Life of Pie: Yann Martel
..."If you stumble at mere believability, what are you living for?"... “all life is interdependent, and that we live and breathe via belief”...
The story primarily revolves around the dynamics between five characters - a human boy, Piscine Patel or Pi and his four animals - Hyena, Zebra, Orangutan and a Tiger named Richard Parker. Pi’s father owned a zoo in India before he decided to emigrate to North America along with his animals and his son on a Japanese ship post developments of political instability in the country. The ship meets with an accident in a seastorm around the Philippines, all died except these five individuals who find themselves together on a lifeboat after the shipwreck. It’s a game of power play to survive and the weaker one at the mercy of the more powerful one. Eventually three animals get eliminated but the final game is between the boy Pi and his tiger Richard Parker who realize that they need each other to survive. The book from that point is a muted conversation between the boy Pi, and the tiger Richard Parker and how both of them overcome their physical needs and hunger and use each other to come alive in the end. The book ends with a twist and leaves the reader with many interpretations of the story.
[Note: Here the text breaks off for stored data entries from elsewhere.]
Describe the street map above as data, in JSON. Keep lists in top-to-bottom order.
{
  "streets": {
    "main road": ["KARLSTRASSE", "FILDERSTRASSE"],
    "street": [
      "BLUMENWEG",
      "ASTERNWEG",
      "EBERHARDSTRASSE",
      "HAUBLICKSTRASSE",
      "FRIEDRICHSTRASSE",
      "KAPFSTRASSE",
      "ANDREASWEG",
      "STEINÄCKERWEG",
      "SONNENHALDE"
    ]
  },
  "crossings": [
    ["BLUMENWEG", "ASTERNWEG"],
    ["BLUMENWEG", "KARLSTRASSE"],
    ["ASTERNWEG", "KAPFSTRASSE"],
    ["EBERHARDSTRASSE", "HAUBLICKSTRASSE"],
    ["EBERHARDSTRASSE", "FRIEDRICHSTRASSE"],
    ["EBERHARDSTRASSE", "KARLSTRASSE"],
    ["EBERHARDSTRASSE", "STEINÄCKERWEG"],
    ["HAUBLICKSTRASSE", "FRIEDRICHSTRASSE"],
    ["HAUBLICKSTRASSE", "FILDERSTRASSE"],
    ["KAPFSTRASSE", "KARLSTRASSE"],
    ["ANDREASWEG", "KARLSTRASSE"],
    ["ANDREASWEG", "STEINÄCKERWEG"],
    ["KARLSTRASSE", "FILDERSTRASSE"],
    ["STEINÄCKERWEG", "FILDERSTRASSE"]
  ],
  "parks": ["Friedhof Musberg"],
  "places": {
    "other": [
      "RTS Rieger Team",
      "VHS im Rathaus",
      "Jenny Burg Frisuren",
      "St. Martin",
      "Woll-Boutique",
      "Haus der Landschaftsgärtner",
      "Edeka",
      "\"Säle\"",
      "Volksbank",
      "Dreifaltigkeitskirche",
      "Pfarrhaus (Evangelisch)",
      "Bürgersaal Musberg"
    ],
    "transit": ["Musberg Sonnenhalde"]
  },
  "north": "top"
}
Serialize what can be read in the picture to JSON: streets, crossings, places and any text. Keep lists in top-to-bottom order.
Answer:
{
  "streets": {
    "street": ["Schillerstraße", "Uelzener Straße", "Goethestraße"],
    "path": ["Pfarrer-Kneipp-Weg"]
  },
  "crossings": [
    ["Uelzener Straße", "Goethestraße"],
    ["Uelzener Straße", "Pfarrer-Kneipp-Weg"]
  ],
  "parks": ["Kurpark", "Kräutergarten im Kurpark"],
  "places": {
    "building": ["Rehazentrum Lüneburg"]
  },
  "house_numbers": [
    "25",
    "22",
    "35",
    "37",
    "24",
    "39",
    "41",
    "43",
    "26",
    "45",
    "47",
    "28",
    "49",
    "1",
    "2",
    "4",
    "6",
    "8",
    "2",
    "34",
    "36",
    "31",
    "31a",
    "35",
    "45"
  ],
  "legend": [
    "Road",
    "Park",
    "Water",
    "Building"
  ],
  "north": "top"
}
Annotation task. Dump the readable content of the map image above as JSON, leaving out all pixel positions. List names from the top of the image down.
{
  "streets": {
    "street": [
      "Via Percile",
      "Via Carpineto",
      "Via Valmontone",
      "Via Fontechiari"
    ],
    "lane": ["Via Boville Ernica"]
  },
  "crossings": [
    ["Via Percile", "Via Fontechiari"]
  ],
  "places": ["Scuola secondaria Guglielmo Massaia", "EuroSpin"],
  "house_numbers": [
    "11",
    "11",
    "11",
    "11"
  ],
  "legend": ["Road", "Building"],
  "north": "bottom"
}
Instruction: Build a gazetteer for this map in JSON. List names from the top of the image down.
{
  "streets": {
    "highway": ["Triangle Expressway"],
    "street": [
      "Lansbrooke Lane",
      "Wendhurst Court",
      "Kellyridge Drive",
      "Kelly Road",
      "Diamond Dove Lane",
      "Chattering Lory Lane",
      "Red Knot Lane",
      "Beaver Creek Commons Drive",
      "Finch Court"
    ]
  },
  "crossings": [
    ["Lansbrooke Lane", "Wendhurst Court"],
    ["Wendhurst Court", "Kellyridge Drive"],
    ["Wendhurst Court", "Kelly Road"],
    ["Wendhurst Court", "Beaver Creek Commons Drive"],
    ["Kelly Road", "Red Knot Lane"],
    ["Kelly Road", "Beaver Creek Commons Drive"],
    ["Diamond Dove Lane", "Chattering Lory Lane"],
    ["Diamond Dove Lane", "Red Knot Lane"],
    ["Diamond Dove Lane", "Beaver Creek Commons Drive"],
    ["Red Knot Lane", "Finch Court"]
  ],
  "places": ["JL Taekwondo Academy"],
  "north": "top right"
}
Born in Spain to Canadian French parents, this was Yann Martel’s second novel that rightly won him his Booker prize. Through this story he tries to connect the spiritual side of a human being to its logical side by exploring the concepts of relativity of truth. In that sense the world he creates is more metaphysical and based on the underlying belief that humans live their life based on the stories they create for themselves and the best stories they create are the ones closest to god. The characters are deepened through metaphors used throughout the book and subject to interpretations for the reader. Even the book’s main character is a boy who is named Pi - a symbol deeply spiritual in Mathematics, its value equal to the circumference of a circle divided by its diameter. The number is irrational, infinitely vast and doesn’t hold an absolute value, a theme of relativity of truth that he explores in this book. The five characters could very well be interpreted as your emotions or five senses, all of them interconnected to each other. No right answer, the answer is your interpretation. The book was also later adapted into a movie by a famous Taiwanese director, Ang Lee, which to me is one of the best adaptations I have seen from a book. A visual and spiritual treat to watch the movie as much as intellectually stimulating it is to read the book.